Esa también es una manera de verse perfecto.

GJ: No, porque cuando nos enchuchamos porque alguien en la calle nos dice algo, no tratamos de ser políticamente correctos, sino que mostrarnos como personas con virtudes y defectos.

¿Cuántas veces al día miran Twitter?

GJ: Yo mucho, pero ahora lo miro menos que antes.

GB: Caleta, me gustaría mirarla menos. Tengo ciertos espacios bloqueados para ver Twitter, así como tengo espacios sagrados para leer: cuando como, cuando voy en el Metro y cuando estoy el baño.

¿Qué están leyendo?

GB: Una biografía de Stalin, de Isaac Deustcher, para saber qué es lo que no hay que hacer, y un libro muy bonito que se llama La sangre y la esperanza, de Nicomedes Guzmán, un autor chileno poco conocido de los años 20 o 30.

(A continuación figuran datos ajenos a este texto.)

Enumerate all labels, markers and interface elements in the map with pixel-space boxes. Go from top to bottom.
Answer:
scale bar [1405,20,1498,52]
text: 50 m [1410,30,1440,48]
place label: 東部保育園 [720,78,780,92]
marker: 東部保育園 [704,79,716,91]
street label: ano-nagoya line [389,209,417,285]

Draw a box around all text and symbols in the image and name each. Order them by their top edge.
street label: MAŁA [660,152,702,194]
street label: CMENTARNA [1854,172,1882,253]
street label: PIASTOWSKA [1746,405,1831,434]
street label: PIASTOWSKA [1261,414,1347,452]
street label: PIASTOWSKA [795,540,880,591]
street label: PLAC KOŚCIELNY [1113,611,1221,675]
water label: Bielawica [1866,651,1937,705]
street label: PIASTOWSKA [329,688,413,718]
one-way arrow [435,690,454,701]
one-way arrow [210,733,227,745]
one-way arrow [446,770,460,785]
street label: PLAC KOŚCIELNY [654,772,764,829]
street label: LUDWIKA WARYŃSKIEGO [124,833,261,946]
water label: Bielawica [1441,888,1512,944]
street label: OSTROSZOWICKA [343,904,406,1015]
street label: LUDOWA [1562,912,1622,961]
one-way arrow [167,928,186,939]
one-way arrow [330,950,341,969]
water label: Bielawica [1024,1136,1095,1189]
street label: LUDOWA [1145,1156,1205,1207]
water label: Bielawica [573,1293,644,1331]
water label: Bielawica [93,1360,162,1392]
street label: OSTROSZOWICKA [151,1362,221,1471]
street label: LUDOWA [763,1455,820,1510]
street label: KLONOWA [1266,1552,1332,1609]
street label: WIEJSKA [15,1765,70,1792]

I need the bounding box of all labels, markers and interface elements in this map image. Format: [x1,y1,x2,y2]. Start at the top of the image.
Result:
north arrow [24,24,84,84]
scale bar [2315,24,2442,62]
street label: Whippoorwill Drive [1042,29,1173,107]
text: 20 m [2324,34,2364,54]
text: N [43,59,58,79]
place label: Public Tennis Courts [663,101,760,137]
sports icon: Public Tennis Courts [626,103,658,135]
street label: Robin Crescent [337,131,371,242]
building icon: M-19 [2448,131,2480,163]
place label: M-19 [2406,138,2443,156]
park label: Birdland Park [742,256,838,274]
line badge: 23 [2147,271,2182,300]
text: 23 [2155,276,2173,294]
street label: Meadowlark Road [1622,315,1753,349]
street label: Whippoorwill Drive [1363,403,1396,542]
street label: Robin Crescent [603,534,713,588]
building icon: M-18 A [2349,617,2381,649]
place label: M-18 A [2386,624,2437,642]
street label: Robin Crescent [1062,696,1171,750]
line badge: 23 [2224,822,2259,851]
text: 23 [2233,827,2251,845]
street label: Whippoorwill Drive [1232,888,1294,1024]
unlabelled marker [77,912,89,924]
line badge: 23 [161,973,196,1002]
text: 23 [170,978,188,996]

GJ: Voy en el cuarto libro de la serie seis del filósofo surcoreano Byung-Chul-Han y acabo de terminar El gen egoísta, de Richard Dawkins. También estoy empezando De animales a dioses, de Noah Harari, que es sobre la evolución cultural, de por qué el humano ha llegado a tener una capacidad de dominación como la que ha tenido. Esas cosas me interesan muchísimo.

GB: Yo trato de alternar siempre literatura con formación política, y hojear siempre poesía. Ahora estoy con Maximilian Gorki, un ruso de principios de siglo.

¿Y escribes poesía?

GB: Muy mediocremente. Igual que como juego fútbol.

A lo mejor eso es porque estás más gordo. Y Giorgio, más pelado. ¿Son efectos de la política?

GJ: Estoy completamente pelado. Pero en mi caso esto es genético.